:: Records provided ::
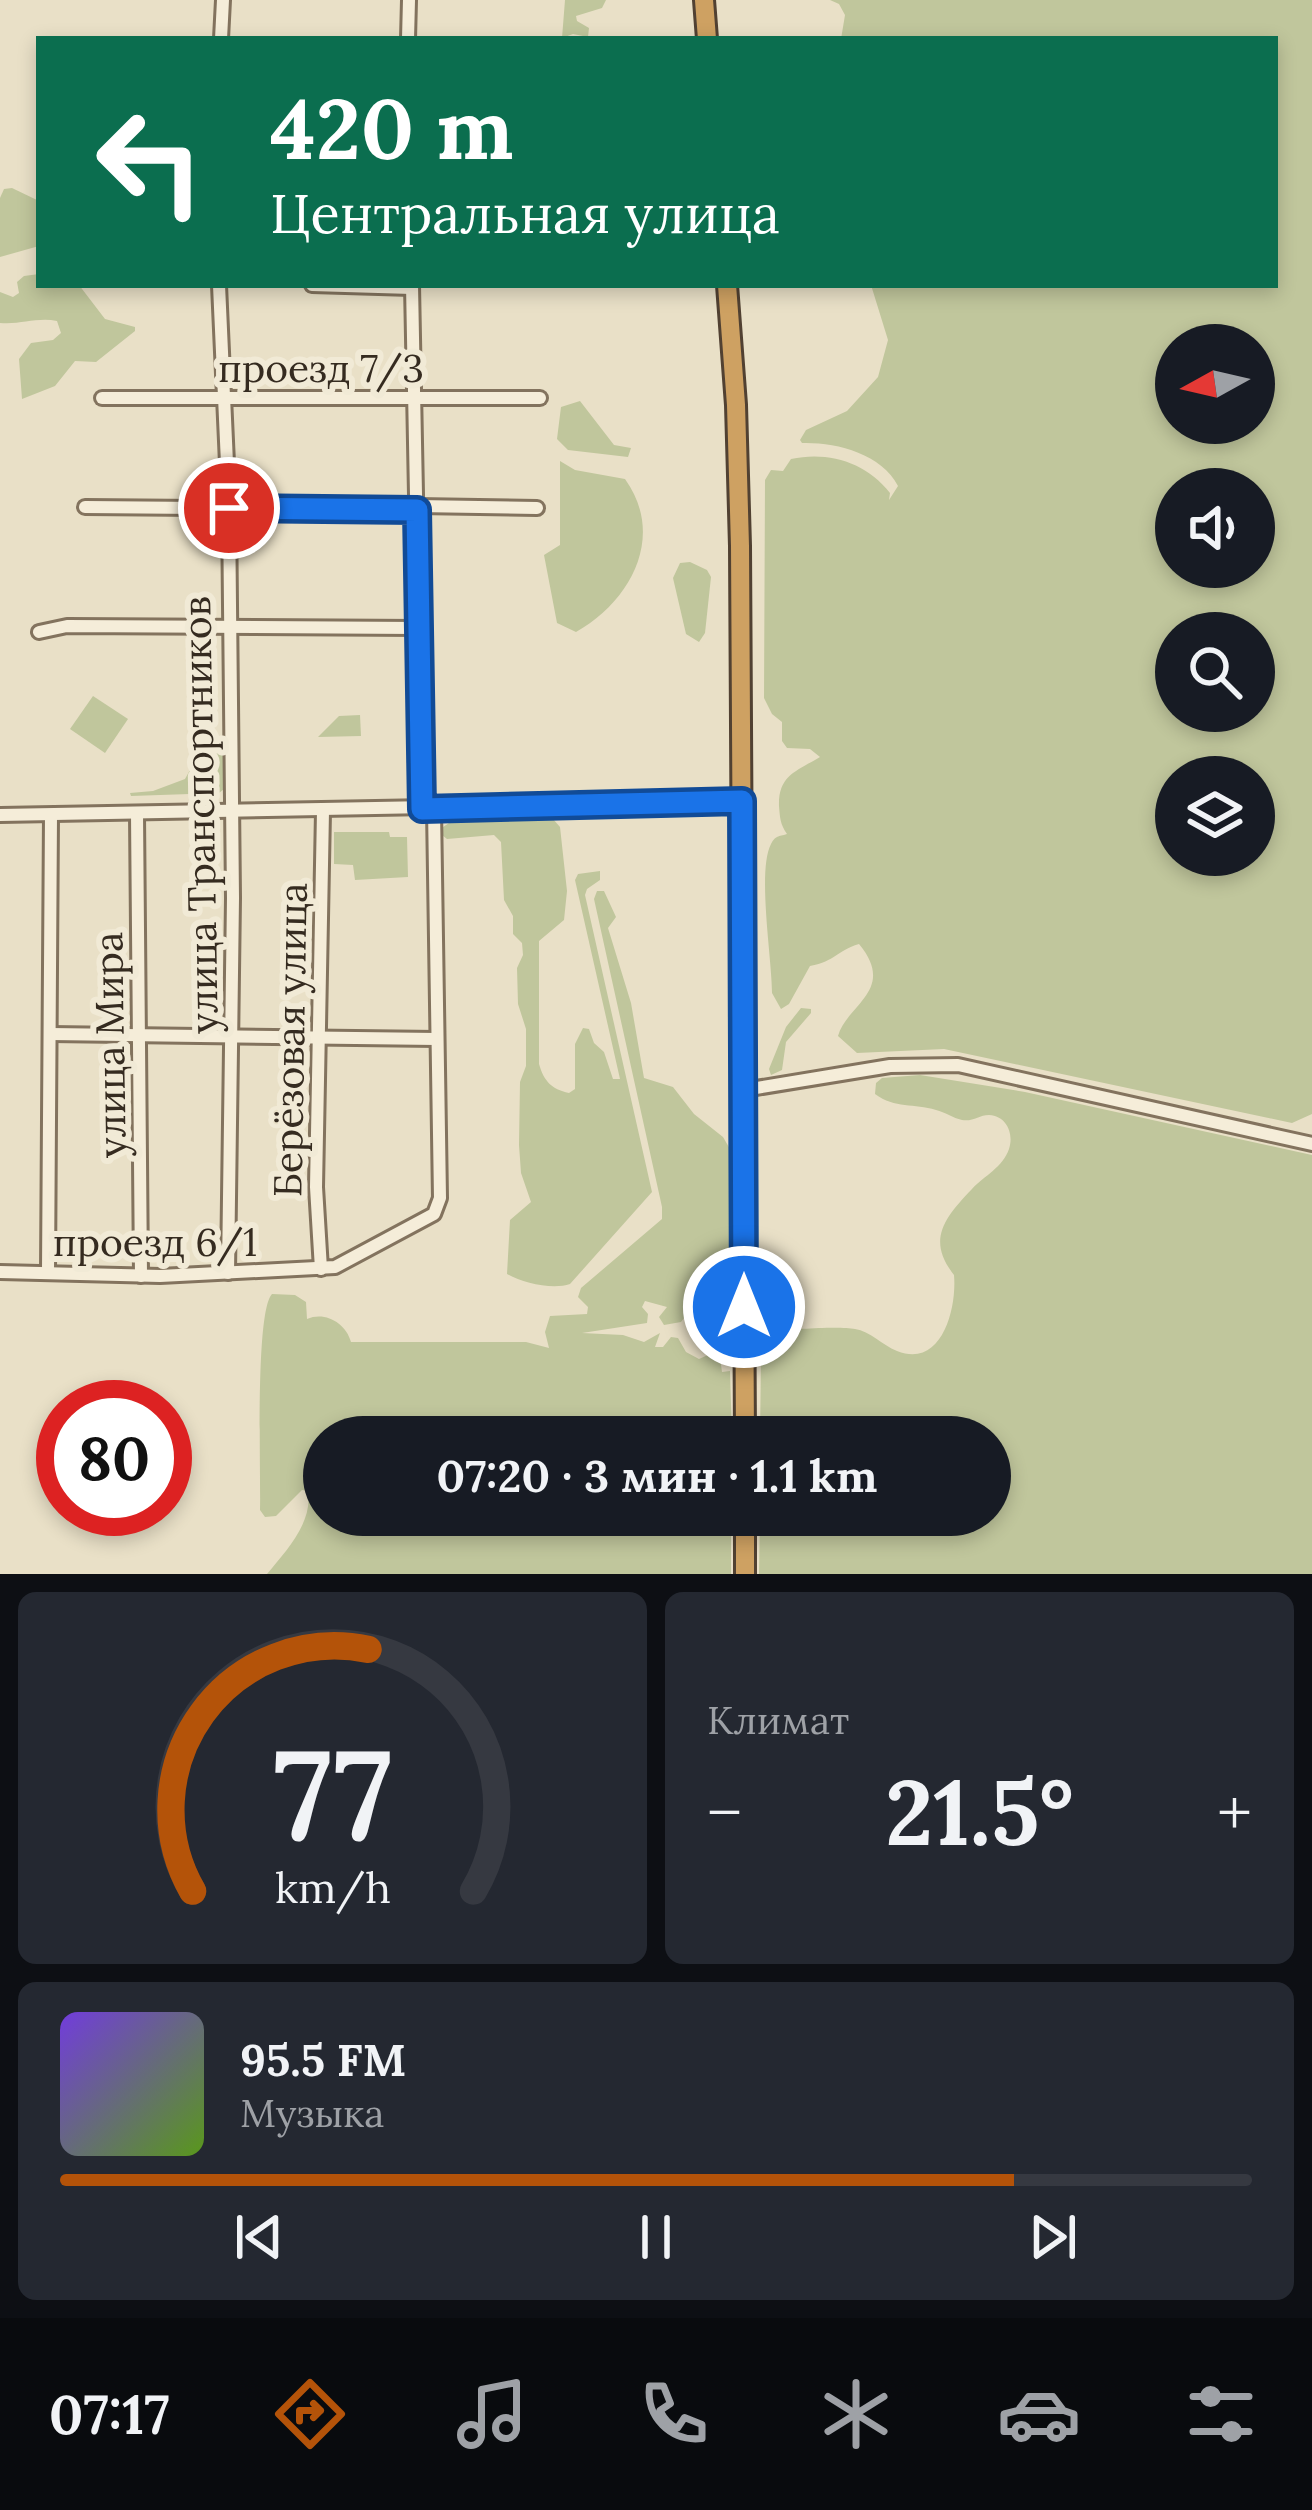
<!DOCTYPE html>
<html lang="ru">
<head>
<meta charset="utf-8">
<style>
  body { margin:0; font-family:Lora,serif; background:#242831; color:#f1f3f6; height:100vh; display:flex; flex-direction:column; font-size:45px; white-space:nowrap }
  * { box-sizing:border-box; margin:0 }
  p { font-size:39px; color:#9ea1a6 }
  .icon { flex:none; width:66px; height:66px; fill:none; stroke:currentColor; stroke-width:2; stroke-linecap:round; stroke-linejoin:round }
  .map { position:relative; height:1574px; overflow:hidden }
  .side { display:flex; flex-direction:column; gap:18px; padding:18px; background:#0d0f14; flex:1 }
  .side>* { flex:none }
  .top-card { position:absolute; left:36px; top:36px; width:1242px; height:252px; border-radius:0px; box-shadow:0 6px 18px #0003; background:#0b6e4f; color:#fff; overflow:hidden }
  .needle { width:78px; rotate:262deg }
  .buttons { position:absolute; left:1155px; top:324px; display:grid; gap:24px }
  .buttons a { display:grid; place-items:center; width:120px; height:120px; border-radius:50%; background:#171b24; box-shadow:0 6px 18px #0003; font-size:60px }
  .speed { position:absolute; left:36px; top:1380px; display:flex; gap:24px; font-size:60px; font-weight:700; text-align:center }
  .speed>* { display:grid; place-content:center; width:156px; height:156px; border-radius:50%; background:#171b24; box-shadow:0 6px 18px #0003; line-height:1 }
  .speed .limit { border:18px solid #d22; background:#fff; color:#111 }
  .pin { position:absolute; display:grid; place-items:center; width:102px; height:102px; color:#fff; margin:-51px; border:6px solid #fff; border-radius:50%; box-shadow:0 3px 12px #0007 }
  .me { position:absolute; width:132px; margin:-66px; rotate:0deg; stroke-linejoin:round; filter:drop-shadow(0 0 9px #0008) }
  .turn { display:flex; align-items:center; gap:42px; height:252px; padding:0 36px; font-size:54px }
  .turn .icon { width:156px; height:156px; stroke-width:2.5 }
  .turn b { display:block; font-size:84px; line-height:102px }
  .big { font-size:90px; font-weight:800; line-height:1.1 }
  .side .card { flex:1; display:flex; flex-direction:column; justify-content:center; gap:18px; min-width:0; padding:0 42px; border-radius:18px; background:#242831 }
  .side .dial { align-items:center; gap:0 }
  .dial svg { height:312px; overflow:visible; fill:none; stroke:#363941; stroke-width:7; stroke-linecap:round; text-anchor:middle }
  .dial text { fill:#f1f3f6; stroke:none }
  .song { display:flex; align-items:center; gap:36px }
  .cover { width:144px; height:144px; border-radius:18px; background:linear-gradient(135deg,hsl(260 70% 55%),hsl(90 70% 35%)) }
  .played { height:12px; border-radius:6px; background:linear-gradient(90deg,#b45309 80%,#363941 80%) }
  .keys { display:flex; justify-content:space-around; direction:ltr }
  .heat { display:flex; justify-content:space-between; align-items:center; font-size:66px; direction:ltr }
  .side .tiles { flex:1; display:grid; gap:18px; grid-template-columns:1fr 1fr }
  .card:last-child { grid-column:span 2 }
  .trip { position:absolute; left:303px; top:1416px; width:708px; height:120px; border-radius:60px; background:#171b24; box-shadow:0 6px 18px #0003; font-weight:800; line-height:120px; text-align:center }
  .dock { display:flex; height:192px; justify-content:space-around; align-items:center; background:#090b0e; color:#9ea1a6 }
  .dock .icon { width:84px; height:84px }
  .dock .active { color:#b45309 }
  .dock b { font-size:54px; color:#f1f3f6 }
  .map>svg:first-child { display:block }
</style>
</head>
<body>
<div class="map">
<svg width="1312" height="1574" viewBox="0 0 1312 1574">
  <rect width="100%" height="100%" fill="#e9e0c7"/>
  <g fill="#c0c69c" fill-rule="evenodd">
    <path d="M565 0H606L602 8 576 16 577 21 589 28 588 37 573 34 562 38Z"/>
    <path d="M830 0H1312V1114L1292 1123 944 1049 857 1053 838 1036C847 1004 897 990 859 944 836 951 836 961 810 966L789 1004 781 1009 772 993C772 958 757 871 771 844 776 835 778 837 787 834 780 824 780 818 779 806 778 775 797 771 820 757L810 749 787 748 782 741V722L772 714 764 698 765 480 771 470 783 471 791 459C828 451 866 462 890 493L889 500 898 486C881 453 835 442 802 443L800 440 806 430 847 411 878 377 888 340 871 285H1275V39H841L845 15 839 4ZM1176 345H1254V423H1176ZM1176 489H1254V567H1176ZM1176 633H1254V711H1176ZM1176 777H1254V855H1176Z"/>
    <path d="M12 188 39 201V246L0 257V198L4 189Z"/>
    <path d="M39 274V285H79L105 319 135 327V331L96 362 75 361 55 386 22 399 19 359 31 343 53 340 61 333 57 321C37 317 20 325 0 323V292L13 297 19 293 17 282 24 276Z"/>
    <path d="M580 401 614 445 631 448 628 457 568 450 557 439 561 407Z"/>
    <path d="M560 461 575 470 625 479C666 536 631 601 576 632L557 623 544 555 560 545Z"/>
    <path d="M690 562 707 570 711 577 705 633 699 642 686 634 673 578 680 563Z"/>
    <path d="M93 696 128 719 105 753 70 729Z"/>
    <path d="M360 715 361 736 318 737 339 716Z"/>
    <path d="M213 742 223 748 224 789 219 793 131 796 130 793 153 791 185 779 199 754Z"/>
    <path d="M553 819 560 827 567 891 564 920 539 941V1064C544 1081 551 1089 569 1093L575 1089V1044L583 1028 589 1029 594 1043 604 1052 613 1079H620L575 880 578 874 600 871V880L587 889 585 895 652 1192 570 1284C553 1290 522 1283 507 1274L510 1220 531 1202 521 1173 519 1145 520 1082 526 1066V1029L518 1004 517 968 523 955 522 943 513 934V916L504 900 501 842 494 835 447 839 442 835 443 827 452 821Z"/>
    <path d="M334 832H389L390 837H407L408 877 355 880 353 865 334 864Z"/>
    <path d="M597 891H604L616 917 608 928 631 1003 644 1078 673 1087 694 1114 723 1137 730 1149 729 1329 722 1334 720 1298 705 1278 690 1287V1310L681 1322 664 1325 659 1317 667 1307 645 1301 642 1307 648 1314 647 1323 582 1333 623 1335 644 1342 660 1333 655 1347H663L671 1337 678 1338 686 1352 699 1359 719 1350 722 1372 730 1371 732 1437H324V1515H731V1574H267C286 1551 313 1523 308 1491L302 1490 276 1516 265 1517 260 1510C261 1475 255 1312 272 1294L295 1295 306 1302 307 1319C325 1311 346 1323 351 1342H526L549 1348 545 1332 550 1316 587 1314 588 1307 578 1297 581 1288 662 1219V1207L594 899Z"/>
    <path d="M801 1008 811 1009V1013L786 1042 782 1070 771 1075 769 1069 786 1027Z"/>
    <path d="M920 1075 1025 1092 1312 1155V1574H759L760 1515H990V1437H760L761 1355 778 1331C793 1329 840 1326 855 1329 870 1331 882 1345 897 1351 942 1369 957 1308 954 1275 927 1241 943 1219 972 1189 984 1176 1003 1167 1009 1149 1014 1134 1007 1116 989 1115 979 1115 973 1122 962 1120 953 1118 945 1112 936 1110 914 1103 895 1109 875 1094L876 1083 882 1078Z"/>
  </g>
  <g fill="none" stroke-linecap="round" stroke-linejoin="round">
    <defs>
      <g id="minor">
        <path d="M221 39 223 0"/>
        <path d="M408 39 409 0"/>
        <path d="M219 285 229 508 233 898 228 1273"/>
        <path d="M312 285 412 288"/>
        <path d="M412 285 422 809"/>
        <path d="M102 398H540"/>
        <path d="M417 506 537 508"/>
        <path d="M85 507 417 510"/>
        <path d="M39 632 67 626 418 628"/>
        <path d="M137 814 141 1276"/>
        <path d="M0 815 742 801"/>
        <path d="M50 1034 437 1039"/>
        <path d="M744 1090 890 1066 958 1065 1312 1144"/>
        <path d="M321 1269 316 1187 323 811"/>
        <path d="M0 1272 160 1276 335 1267 434 1214 440 1198 434 809"/>
        <path d="M48 1273 51 815"/>
      </g>
      <g id="highway">
        <path d="M704 0 707 39"/>
        <path d="M727 285 736 405 740 546 745 1437"/>
        <path d="M745 1515V1574"/>
      </g>
    </defs>
    <use href="#minor" stroke="#83735e" stroke-width="18"/>
    <use href="#highway" stroke="#514132" stroke-width="24"/>
    <use href="#minor" stroke="#f5edd9" stroke-width="12"/>
    <use href="#highway" stroke="#cea162" stroke-width="18"/>
  </g>
  <g fill="none" stroke-linecap="round" stroke-linejoin="round">
    <defs>
      <path id="route" d="M229 508 417 510 422 809 742 801 744 1307"/>
    </defs>
    <use href="#route" stroke="#114b97" stroke-width="30"/>
    <use href="#route" stroke="#1a73e8" stroke-width="21"/>
  </g>
  <g text-anchor="middle" stroke-width="12" stroke-linejoin="round" paint-order="stroke">
    <g font-size="39" fill="#352b20" stroke="#f1ead6">
      <text x="321" y="382">проезд 7/3</text>
      <text transform="translate(200 815) rotate(-91)" y="14">улица Транспортников</text>
      <text transform="translate(290 1040) rotate(-89)" y="14">Берёзовая улица</text>
      <text transform="translate(110 1045) rotate(-91)" y="14">улица Мира</text>
      <text x="155" y="1256">проезд 6/1</text>
    </g>
  </g>
</svg>
<div class="buttons">
<a><svg class="needle" viewBox="-14 -14 28 28"><path d="M0-13l5 13h-10z" fill="#e53935"/><path d="M0 13l5-13h-10z" fill="#9ea1a6"/></svg></a>
<a><svg class="icon" aria-label="sound" viewBox="0 0 24 24"><path d="M4 9h4l5-4v14l-5-4H4zM17 9q2 3 0 6"/></svg></a>
<a><svg class="icon" aria-label="search" viewBox="0 0 24 24"><circle cx="10" cy="10" r="6"/><path d="M15 15l6 6"/></svg></a>
<a><svg class="icon" aria-label="layers" viewBox="0 0 24 24"><path d="M12 4l9 5-9 5-9-5zM3 14l9 5 9-5"/></svg></a>
</div>
<div class="speed"><div class="limit">80</div></div>
<div class="pin" style="left:229px;top:508px;background:#d93025"><svg class="icon" aria-label="arrive" viewBox="0 0 24 24"><path d="M6 21V4h12l-3 4 3 4H6"/></svg></div>
<svg class="me" style="left:744px;top:1307px" viewBox="-20 -20 40 40"><circle r="17" fill="#1a73e8" stroke="#fff" stroke-width="3"/><path d="M0-11L8 9 0 5-8 9z" fill="#fff"/></svg>
<div class="trip">07:20 · 3 мин · 1.1 km</div>
<div class="top-card">
<div class="turn"><svg class="icon" aria-label="left" viewBox="0 0 24 24"><path d="M17 20v-9H6M10 6l-5 5 5 5"/></svg><div><b>420 m</b>Центральная улица</div></div>
</div>
</div>
<section class="side">
<div class="tiles">
<div class="card dial"><svg viewBox="0 0 100 80">
<path d="M14 69A42 42 0 1 1 86 69"/>
<path d="M14 69A42 42 0 0 1 59 7" stroke="#b45309"/>
<text x="50" y="56" font-size="32" font-weight="700">77</text>
<text x="50" y="72" font-size="11">km/h</text>
</svg></div>
<div class="card"><p>Климат</p>
<div class="heat"><a>−</a><b class="big">21.5°</b><a>+</a></div>
</div>
<div class="card">
<div class="song"><i class="cover"></i><div><b>95.5 FM</b><p>Музыка</p></div></div>
<div class="played"></div>
<div class="keys"><svg class="icon" aria-label="previous" viewBox="0 0 24 24"><path d="M18 5L8 12l10 7zM5 5v14"/></svg><svg class="icon" aria-label="pause" viewBox="0 0 24 24"><path d="M8 5v14M16 5v14"/></svg><svg class="icon" aria-label="next" viewBox="0 0 24 24"><path d="M6 5l10 7-10 7zM19 5v14"/></svg></div>
</div>
</div>
</section>
<nav class="dock">
<b>07:17</b>
<svg class="icon active" aria-label="directions" viewBox="0 0 24 24"><path d="M12 3l9 9-9 9-9-9zM9 14v-3h6M13 9l2 2-2 2"/></svg>
<svg class="icon" aria-label="music" viewBox="0 0 24 24"><path d="M9 18V5l10-2v13"/><circle cx="6" cy="18" r="3"/><circle cx="16" cy="16" r="3"/></svg>
<svg class="icon" aria-label="phone" viewBox="0 0 24 24"><path d="M5 4h4l2 5-3 2q2 4 5 5l2-3 5 2v4C11 20 4 13 5 4z"/></svg>
<svg class="icon" aria-label="climate" viewBox="0 0 24 24"><path d="M12 3v18M4 7l16 10M4 17L20 7"/></svg>
<svg class="icon" aria-label="car" viewBox="0 0 24 24"><path d="M5 17H2v-5l4-1 3-4h7l3 4 3 1v5h-3M9 17h6M6 11h13"/><circle cx="7" cy="17" r="2"/><circle cx="17" cy="17" r="2"/></svg>
<svg class="icon" aria-label="filters" viewBox="0 0 24 24"><path d="M4 7h16M4 17h16"/><circle cx="9" cy="7" r="2"/><circle cx="15" cy="17" r="2"/></svg>
</nav>
</body>
</html>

:: How to complete this task ::
What is needed is an exact copy of each line from the top of the data above through the line containing "position:relative; height:1574px; overflow:hidden", with no pictures.

:: Finished exercise ::
<!DOCTYPE html>
<html lang="ru">
<head>
<meta charset="utf-8">
<style>
  body { margin:0; font-family:Lora,serif; background:#242831; color:#f1f3f6; height:100vh; display:flex; flex-direction:column; font-size:45px; white-space:nowrap }
  * { box-sizing:border-box; margin:0 }
  p { font-size:39px; color:#9ea1a6 }
  .icon { flex:none; width:66px; height:66px; fill:none; stroke:currentColor; stroke-width:2; stroke-linecap:round; stroke-linejoin:round }
  .map { position:relative; height:1574px; overflow:hidden }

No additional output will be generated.